(SOURCE DATA)
»»

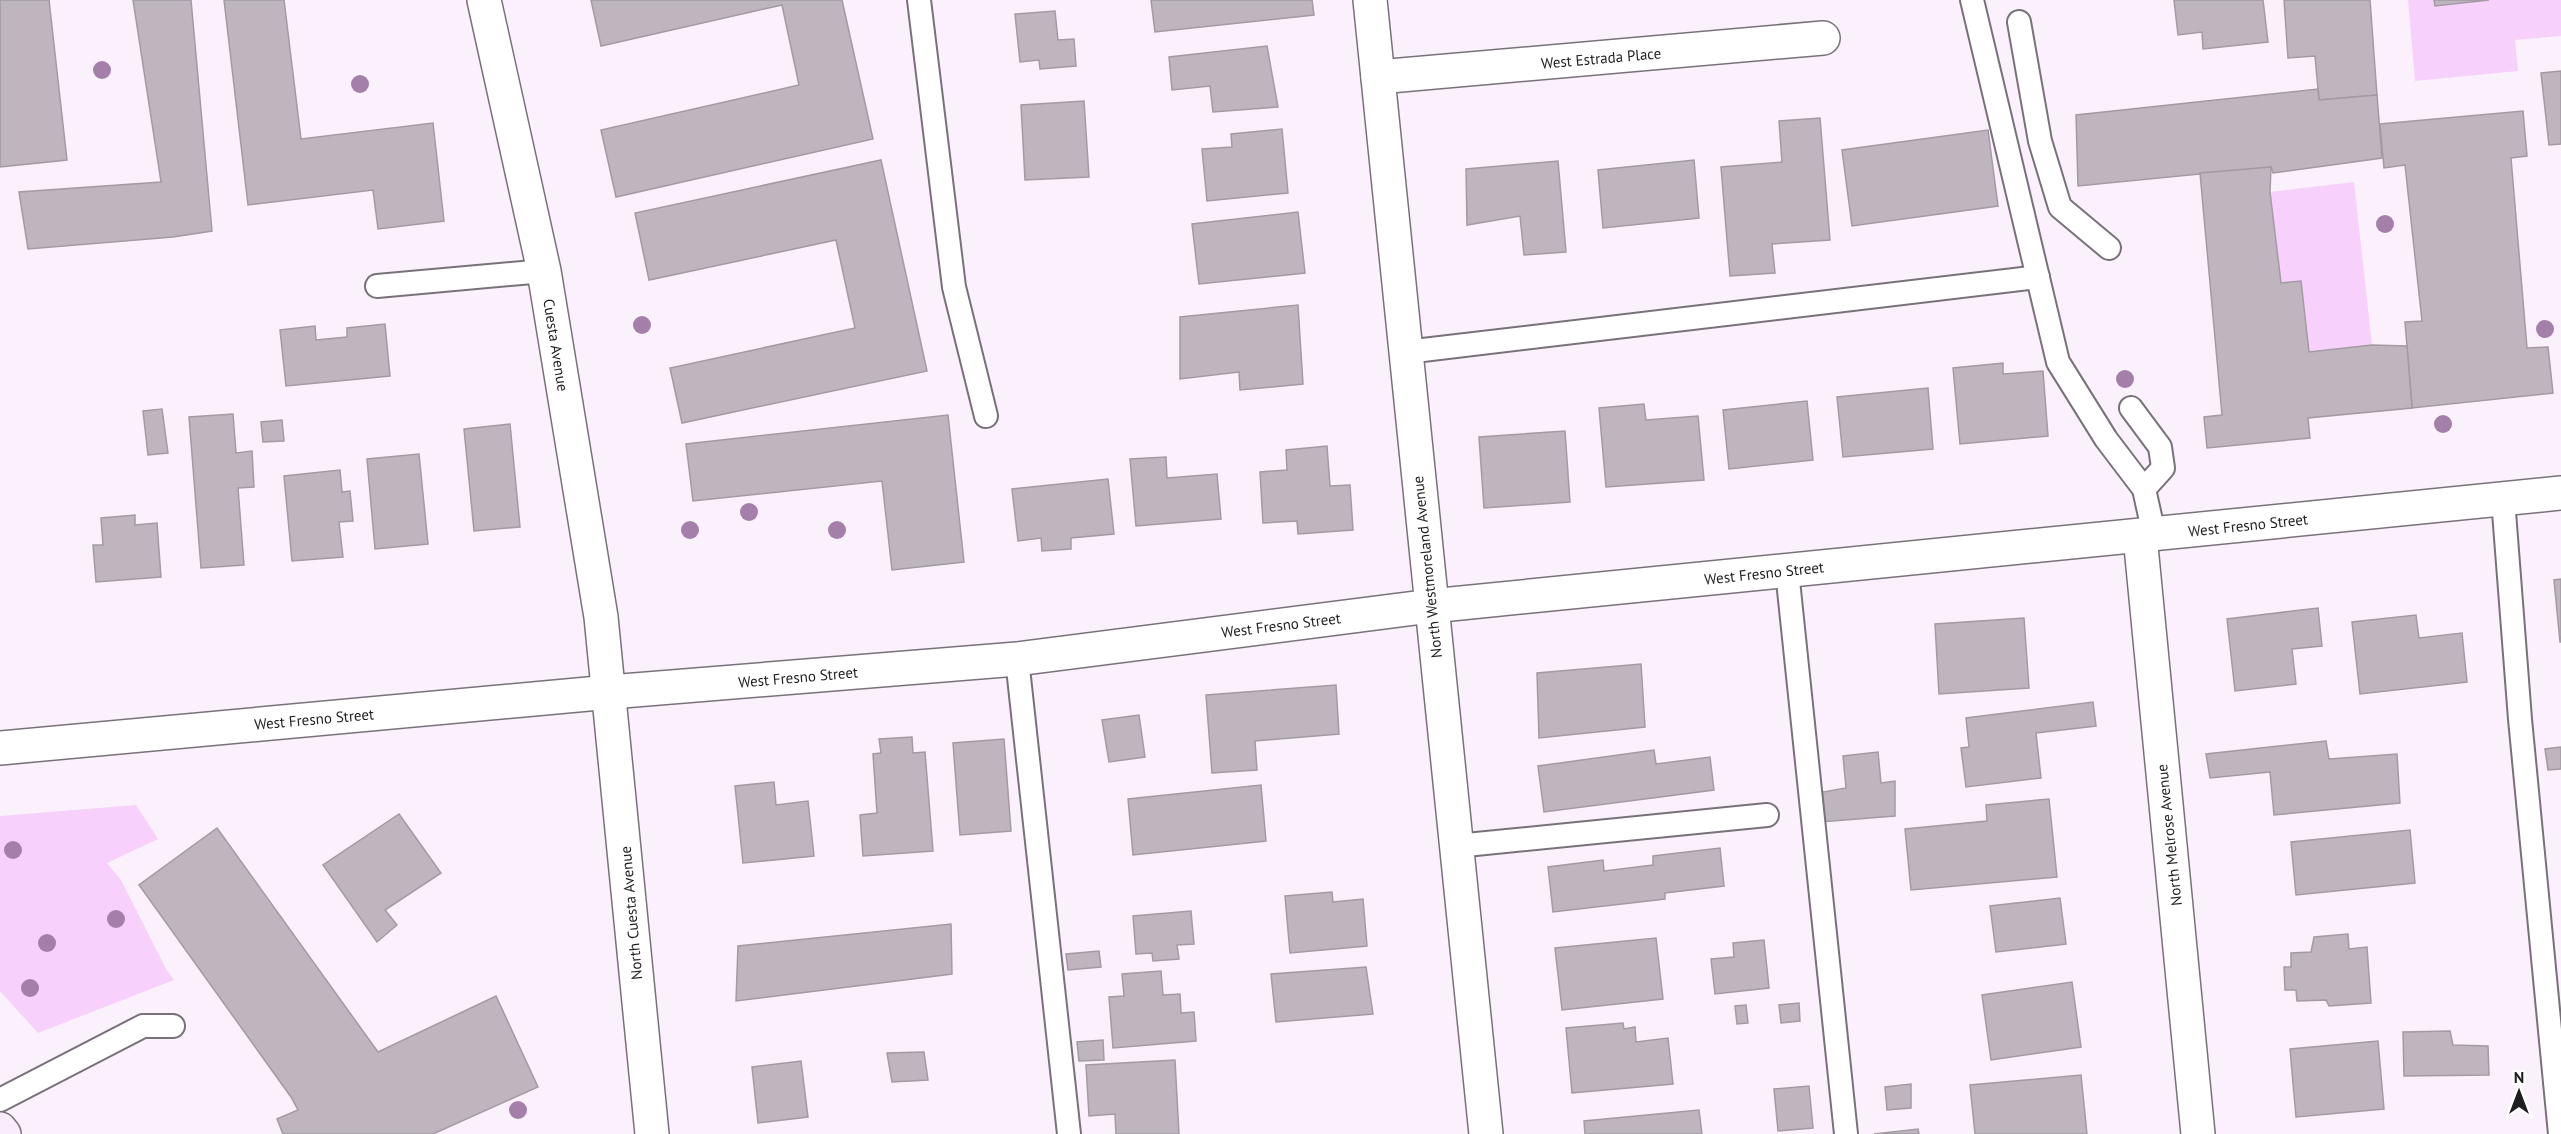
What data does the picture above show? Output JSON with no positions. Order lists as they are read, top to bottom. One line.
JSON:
{"streets":{"street":["West Estrada Place","Cuesta Avenue","West Fresno Street","North Westmoreland Avenue","North Melrose Avenue","North Cuesta Avenue"]},"crossings":[["West Estrada Place","North Westmoreland Avenue"],["Cuesta Avenue","West Fresno Street"],["Cuesta Avenue","North Cuesta Avenue"],["West Fresno Street","North Westmoreland Avenue"],["West Fresno Street","North Melrose Avenue"],["West Fresno Street","North Cuesta Avenue"]],"north":"top"}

««

(EXERCISE OBJECTIVE) Please write the material out again exactly as shown above, minus any pictures.

(EXERCISE RESPONSE)
What data does the picture above show? Output JSON with no positions. Order lists as they are read, top to bottom. One line.
JSON:
{"streets":{"street":["West Estrada Place","Cuesta Avenue","West Fresno Street","North Westmoreland Avenue","North Melrose Avenue","North Cuesta Avenue"]},"crossings":[["West Estrada Place","North Westmoreland Avenue"],["Cuesta Avenue","West Fresno Street"],["Cuesta Avenue","North Cuesta Avenue"],["West Fresno Street","North Westmoreland Avenue"],["West Fresno Street","North Melrose Avenue"],["West Fresno Street","North Cuesta Avenue"]],"north":"top"}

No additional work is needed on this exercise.